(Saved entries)
────────

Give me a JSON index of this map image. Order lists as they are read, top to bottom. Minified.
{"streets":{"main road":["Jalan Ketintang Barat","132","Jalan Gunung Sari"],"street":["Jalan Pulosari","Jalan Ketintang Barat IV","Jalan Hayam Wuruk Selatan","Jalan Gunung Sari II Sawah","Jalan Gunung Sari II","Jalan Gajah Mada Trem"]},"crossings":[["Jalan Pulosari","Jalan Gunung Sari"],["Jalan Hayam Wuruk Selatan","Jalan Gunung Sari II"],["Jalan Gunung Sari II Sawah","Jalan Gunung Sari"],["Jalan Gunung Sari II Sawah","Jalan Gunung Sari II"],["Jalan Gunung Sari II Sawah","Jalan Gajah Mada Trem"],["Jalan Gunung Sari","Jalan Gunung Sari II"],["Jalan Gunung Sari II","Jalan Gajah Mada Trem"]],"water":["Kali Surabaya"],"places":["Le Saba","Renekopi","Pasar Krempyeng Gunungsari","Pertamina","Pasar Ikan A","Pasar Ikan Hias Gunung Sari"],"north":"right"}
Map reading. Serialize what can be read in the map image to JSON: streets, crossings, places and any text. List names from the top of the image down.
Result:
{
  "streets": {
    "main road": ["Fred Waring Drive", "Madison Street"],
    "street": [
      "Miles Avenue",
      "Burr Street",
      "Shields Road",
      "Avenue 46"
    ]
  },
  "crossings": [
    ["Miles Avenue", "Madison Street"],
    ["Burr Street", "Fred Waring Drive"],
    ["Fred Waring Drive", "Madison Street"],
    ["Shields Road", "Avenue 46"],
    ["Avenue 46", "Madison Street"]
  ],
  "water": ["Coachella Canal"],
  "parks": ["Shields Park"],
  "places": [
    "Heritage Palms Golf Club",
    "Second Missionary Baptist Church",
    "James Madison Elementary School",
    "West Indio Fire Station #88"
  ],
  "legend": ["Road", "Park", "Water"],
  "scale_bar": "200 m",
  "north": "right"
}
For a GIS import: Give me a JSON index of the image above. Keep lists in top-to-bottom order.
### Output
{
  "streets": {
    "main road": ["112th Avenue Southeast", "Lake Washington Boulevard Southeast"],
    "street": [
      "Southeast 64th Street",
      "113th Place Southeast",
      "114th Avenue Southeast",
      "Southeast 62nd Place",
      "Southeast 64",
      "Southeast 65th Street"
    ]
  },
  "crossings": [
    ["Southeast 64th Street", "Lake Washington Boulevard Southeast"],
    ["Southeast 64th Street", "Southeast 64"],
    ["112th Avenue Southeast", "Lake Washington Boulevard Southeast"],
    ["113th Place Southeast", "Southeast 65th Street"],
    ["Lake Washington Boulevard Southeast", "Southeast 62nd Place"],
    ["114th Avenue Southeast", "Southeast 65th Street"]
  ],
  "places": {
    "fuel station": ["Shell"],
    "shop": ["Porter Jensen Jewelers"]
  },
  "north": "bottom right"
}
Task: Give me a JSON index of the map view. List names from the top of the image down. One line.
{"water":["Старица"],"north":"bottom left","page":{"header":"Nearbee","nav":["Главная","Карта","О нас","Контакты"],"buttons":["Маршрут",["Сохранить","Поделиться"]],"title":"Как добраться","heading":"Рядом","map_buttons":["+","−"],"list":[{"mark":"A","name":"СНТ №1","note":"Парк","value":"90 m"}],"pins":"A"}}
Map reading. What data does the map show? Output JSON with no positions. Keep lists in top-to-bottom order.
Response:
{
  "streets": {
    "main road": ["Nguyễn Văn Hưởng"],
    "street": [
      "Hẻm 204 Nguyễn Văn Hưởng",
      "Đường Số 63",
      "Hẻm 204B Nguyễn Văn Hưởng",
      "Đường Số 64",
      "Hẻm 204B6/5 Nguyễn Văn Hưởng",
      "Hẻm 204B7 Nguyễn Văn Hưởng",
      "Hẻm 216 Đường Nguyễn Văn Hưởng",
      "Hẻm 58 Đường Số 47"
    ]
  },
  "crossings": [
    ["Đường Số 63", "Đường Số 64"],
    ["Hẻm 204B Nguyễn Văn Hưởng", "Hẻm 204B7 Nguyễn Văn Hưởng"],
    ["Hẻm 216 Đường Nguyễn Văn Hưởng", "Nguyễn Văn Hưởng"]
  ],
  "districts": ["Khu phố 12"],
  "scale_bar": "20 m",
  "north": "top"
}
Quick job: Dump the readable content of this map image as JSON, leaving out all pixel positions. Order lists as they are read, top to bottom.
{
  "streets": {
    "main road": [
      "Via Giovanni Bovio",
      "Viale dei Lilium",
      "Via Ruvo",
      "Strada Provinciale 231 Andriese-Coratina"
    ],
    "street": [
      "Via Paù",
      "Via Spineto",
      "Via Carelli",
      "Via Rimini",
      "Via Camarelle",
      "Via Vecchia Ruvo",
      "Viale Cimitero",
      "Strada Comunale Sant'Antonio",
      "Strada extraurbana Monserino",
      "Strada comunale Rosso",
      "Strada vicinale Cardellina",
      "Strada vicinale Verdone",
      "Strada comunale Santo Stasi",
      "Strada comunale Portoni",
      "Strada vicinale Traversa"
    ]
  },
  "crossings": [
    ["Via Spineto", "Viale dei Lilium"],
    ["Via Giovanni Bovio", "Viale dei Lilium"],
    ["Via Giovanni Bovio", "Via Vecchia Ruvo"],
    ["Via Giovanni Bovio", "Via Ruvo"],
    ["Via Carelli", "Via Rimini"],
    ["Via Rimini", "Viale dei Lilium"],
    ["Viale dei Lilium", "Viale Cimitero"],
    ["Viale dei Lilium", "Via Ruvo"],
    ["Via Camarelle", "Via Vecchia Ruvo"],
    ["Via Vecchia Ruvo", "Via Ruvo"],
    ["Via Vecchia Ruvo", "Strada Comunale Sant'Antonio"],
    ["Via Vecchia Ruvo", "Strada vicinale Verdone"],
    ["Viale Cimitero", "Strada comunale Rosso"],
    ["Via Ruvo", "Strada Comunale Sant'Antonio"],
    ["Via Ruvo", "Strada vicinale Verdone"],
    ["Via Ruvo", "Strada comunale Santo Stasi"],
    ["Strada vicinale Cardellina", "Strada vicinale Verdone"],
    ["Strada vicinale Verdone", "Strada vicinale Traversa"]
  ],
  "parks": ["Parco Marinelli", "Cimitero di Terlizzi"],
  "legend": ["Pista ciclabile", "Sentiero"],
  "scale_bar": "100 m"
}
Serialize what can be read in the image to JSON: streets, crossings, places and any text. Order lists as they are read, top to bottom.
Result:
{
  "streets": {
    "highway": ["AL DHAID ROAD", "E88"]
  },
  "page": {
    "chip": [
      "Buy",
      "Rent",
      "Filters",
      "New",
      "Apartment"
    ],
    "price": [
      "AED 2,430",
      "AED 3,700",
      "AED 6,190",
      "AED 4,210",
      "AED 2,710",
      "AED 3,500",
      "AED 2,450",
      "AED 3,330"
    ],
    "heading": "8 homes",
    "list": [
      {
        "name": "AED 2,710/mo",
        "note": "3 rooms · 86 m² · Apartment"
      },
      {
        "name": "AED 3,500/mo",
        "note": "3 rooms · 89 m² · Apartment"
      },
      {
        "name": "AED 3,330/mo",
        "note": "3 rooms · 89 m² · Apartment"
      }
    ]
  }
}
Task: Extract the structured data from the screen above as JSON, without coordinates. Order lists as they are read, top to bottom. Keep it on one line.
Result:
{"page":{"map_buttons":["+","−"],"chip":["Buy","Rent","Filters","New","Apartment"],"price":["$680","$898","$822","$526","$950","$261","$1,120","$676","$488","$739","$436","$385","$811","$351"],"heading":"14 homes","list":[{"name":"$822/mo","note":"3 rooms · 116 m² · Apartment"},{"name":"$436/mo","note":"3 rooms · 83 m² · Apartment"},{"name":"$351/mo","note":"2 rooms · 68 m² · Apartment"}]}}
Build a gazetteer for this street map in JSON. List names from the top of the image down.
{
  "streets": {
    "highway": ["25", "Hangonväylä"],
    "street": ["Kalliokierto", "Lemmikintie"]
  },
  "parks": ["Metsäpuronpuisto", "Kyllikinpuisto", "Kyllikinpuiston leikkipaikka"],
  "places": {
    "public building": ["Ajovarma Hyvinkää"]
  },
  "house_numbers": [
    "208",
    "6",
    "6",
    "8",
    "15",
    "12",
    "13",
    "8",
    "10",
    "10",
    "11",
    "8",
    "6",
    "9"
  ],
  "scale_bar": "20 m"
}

────────

Would you please copy exactly the part of the entries above that begins at the line containing "Task: Give me" and ends at the line containing "Map reading. What", both lines included?

## COMPLETED TASK:
Task: Give me a JSON index of the map view. List names from the top of the image down. One line.
{"water":["Старица"],"north":"bottom left","page":{"header":"Nearbee","nav":["Главная","Карта","О нас","Контакты"],"buttons":["Маршрут",["Сохранить","Поделиться"]],"title":"Как добраться","heading":"Рядом","map_buttons":["+","−"],"list":[{"mark":"A","name":"СНТ №1","note":"Парк","value":"90 m"}],"pins":"A"}}
Map reading. What data does the map show? Output JSON with no positions. Keep lists in top-to-bottom order.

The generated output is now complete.